PROBLEM DETAILS:
Search the records for "Carrera". Copy every line where it appears.

Items from a dataset:

┄┄┄┄┄┄

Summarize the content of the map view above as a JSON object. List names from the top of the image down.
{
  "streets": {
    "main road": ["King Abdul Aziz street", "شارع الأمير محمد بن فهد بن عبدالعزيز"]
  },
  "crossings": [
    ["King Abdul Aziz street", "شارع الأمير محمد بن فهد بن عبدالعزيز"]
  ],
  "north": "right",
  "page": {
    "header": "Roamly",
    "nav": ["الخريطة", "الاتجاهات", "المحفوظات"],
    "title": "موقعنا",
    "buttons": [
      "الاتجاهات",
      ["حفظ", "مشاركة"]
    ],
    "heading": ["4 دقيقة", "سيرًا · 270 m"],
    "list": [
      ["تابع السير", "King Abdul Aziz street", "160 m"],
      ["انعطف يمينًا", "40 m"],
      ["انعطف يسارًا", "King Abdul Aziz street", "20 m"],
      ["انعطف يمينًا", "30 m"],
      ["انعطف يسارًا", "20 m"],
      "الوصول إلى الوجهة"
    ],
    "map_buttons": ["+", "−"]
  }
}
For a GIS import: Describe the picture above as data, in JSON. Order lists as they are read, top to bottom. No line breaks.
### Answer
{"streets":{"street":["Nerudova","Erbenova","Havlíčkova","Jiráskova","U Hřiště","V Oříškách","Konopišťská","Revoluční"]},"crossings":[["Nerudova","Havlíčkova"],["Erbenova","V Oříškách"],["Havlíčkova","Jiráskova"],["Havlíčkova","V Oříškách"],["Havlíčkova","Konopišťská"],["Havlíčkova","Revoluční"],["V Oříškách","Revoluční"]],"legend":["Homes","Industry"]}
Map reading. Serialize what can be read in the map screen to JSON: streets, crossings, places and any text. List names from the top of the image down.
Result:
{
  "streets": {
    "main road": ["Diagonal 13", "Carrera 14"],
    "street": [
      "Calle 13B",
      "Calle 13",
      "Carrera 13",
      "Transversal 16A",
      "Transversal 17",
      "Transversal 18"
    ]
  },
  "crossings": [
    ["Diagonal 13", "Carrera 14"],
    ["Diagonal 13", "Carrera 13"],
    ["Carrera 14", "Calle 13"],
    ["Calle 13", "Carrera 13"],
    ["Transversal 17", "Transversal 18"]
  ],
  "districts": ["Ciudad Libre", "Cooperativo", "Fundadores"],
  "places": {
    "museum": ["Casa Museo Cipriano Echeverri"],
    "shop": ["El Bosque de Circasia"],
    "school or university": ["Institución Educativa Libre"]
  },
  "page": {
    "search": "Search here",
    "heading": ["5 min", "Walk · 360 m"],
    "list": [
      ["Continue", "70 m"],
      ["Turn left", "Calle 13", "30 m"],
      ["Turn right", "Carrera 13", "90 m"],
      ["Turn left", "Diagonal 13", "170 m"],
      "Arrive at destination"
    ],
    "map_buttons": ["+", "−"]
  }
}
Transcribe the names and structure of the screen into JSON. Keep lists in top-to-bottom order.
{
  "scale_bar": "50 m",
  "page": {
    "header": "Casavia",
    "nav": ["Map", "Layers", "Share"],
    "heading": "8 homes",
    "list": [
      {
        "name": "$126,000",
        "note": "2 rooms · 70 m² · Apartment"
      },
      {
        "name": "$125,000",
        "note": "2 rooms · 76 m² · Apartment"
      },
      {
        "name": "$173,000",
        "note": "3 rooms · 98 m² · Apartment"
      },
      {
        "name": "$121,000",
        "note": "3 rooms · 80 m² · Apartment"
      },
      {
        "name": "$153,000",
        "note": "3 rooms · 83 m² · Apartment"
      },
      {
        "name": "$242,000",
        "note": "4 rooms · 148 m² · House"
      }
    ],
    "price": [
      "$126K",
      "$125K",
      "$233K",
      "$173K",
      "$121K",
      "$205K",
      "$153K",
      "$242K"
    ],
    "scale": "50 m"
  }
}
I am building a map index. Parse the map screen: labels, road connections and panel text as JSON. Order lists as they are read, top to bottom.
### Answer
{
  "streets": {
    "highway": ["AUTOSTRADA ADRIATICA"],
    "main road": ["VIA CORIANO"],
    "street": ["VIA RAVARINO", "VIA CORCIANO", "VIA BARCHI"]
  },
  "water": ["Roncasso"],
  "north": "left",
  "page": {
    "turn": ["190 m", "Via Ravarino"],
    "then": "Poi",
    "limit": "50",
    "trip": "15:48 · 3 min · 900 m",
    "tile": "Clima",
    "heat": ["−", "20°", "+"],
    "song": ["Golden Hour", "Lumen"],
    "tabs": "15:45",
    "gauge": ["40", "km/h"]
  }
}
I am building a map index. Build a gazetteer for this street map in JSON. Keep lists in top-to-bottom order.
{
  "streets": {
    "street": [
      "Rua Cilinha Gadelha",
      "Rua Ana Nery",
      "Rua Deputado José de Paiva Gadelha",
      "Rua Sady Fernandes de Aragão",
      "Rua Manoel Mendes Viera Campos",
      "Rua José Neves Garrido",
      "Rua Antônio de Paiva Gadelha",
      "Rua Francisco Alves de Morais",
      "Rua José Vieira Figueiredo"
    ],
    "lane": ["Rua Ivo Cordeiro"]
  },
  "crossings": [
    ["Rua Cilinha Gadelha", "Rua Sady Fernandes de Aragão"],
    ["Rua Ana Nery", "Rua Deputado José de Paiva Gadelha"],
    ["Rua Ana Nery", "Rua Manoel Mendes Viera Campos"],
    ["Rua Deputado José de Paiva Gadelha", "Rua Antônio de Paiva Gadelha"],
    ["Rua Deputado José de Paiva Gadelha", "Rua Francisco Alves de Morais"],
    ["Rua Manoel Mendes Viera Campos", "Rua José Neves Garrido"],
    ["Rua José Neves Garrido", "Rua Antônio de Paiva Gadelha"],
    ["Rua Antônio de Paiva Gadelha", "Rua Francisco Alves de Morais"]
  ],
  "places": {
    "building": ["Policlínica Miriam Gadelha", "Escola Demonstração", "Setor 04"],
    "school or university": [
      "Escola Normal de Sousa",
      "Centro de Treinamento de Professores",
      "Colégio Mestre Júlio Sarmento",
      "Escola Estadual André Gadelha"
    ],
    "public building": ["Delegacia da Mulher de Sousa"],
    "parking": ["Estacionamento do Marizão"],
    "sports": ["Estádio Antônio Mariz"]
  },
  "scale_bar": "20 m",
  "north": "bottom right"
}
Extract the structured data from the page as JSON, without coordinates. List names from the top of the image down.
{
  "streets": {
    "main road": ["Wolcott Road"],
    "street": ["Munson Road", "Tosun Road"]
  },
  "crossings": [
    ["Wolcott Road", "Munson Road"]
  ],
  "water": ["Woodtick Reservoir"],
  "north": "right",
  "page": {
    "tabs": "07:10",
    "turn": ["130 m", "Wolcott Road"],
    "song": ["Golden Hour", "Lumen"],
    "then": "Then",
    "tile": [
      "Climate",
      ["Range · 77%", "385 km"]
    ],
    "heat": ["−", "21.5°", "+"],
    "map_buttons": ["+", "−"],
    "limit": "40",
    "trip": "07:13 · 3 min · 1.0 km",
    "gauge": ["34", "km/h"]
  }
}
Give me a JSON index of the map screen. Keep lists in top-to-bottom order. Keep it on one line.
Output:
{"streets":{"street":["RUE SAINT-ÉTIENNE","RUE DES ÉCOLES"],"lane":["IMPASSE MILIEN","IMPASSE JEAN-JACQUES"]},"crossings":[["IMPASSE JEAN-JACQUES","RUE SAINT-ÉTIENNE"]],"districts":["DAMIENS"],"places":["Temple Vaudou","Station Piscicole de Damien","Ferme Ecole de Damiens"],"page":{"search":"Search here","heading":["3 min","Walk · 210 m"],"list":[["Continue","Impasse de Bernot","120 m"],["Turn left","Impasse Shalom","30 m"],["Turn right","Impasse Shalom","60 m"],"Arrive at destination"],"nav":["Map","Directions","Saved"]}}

┄┄┄┄┄┄

COMPLETED TASK:
    "main road": ["Diagonal 13", "Carrera 14"],
      "Carrera 13",
    ["Diagonal 13", "Carrera 14"],
    ["Diagonal 13", "Carrera 13"],
    ["Carrera 14", "Calle 13"],
    ["Calle 13", "Carrera 13"],
      ["Turn right", "Carrera 13", "90 m"],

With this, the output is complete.